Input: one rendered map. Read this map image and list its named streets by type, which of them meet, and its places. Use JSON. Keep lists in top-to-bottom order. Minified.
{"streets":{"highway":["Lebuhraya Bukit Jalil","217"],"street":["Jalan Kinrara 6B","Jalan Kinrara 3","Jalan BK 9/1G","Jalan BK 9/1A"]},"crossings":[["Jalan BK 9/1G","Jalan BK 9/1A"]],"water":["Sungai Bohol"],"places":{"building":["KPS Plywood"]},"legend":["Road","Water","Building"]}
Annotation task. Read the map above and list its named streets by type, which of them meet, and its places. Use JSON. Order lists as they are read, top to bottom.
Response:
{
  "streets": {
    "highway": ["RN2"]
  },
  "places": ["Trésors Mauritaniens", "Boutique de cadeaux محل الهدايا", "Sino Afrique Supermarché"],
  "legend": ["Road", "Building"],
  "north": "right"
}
══════════
AIM OF THE EXERCISE: What you should produce is an exact restatement of all the material.

TASK OUTPUT:
Input: one rendered map. Read this map image and list its named streets by type, which of them meet, and its places. Use JSON. Keep lists in top-to-bottom order. Minified.
{"streets":{"highway":["Lebuhraya Bukit Jalil","217"],"street":["Jalan Kinrara 6B","Jalan Kinrara 3","Jalan BK 9/1G","Jalan BK 9/1A"]},"crossings":[["Jalan BK 9/1G","Jalan BK 9/1A"]],"water":["Sungai Bohol"],"places":{"building":["KPS Plywood"]},"legend":["Road","Water","Building"]}
Annotation task. Read the map above and list its named streets by type, which of them meet, and its places. Use JSON. Order lists as they are read, top to bottom.
Response:
{
  "streets": {
    "highway": ["RN2"]
  },
  "places": ["Trésors Mauritaniens", "Boutique de cadeaux محل الهدايا", "Sino Afrique Supermarché"],
  "legend": ["Road", "Building"],
  "north": "right"
}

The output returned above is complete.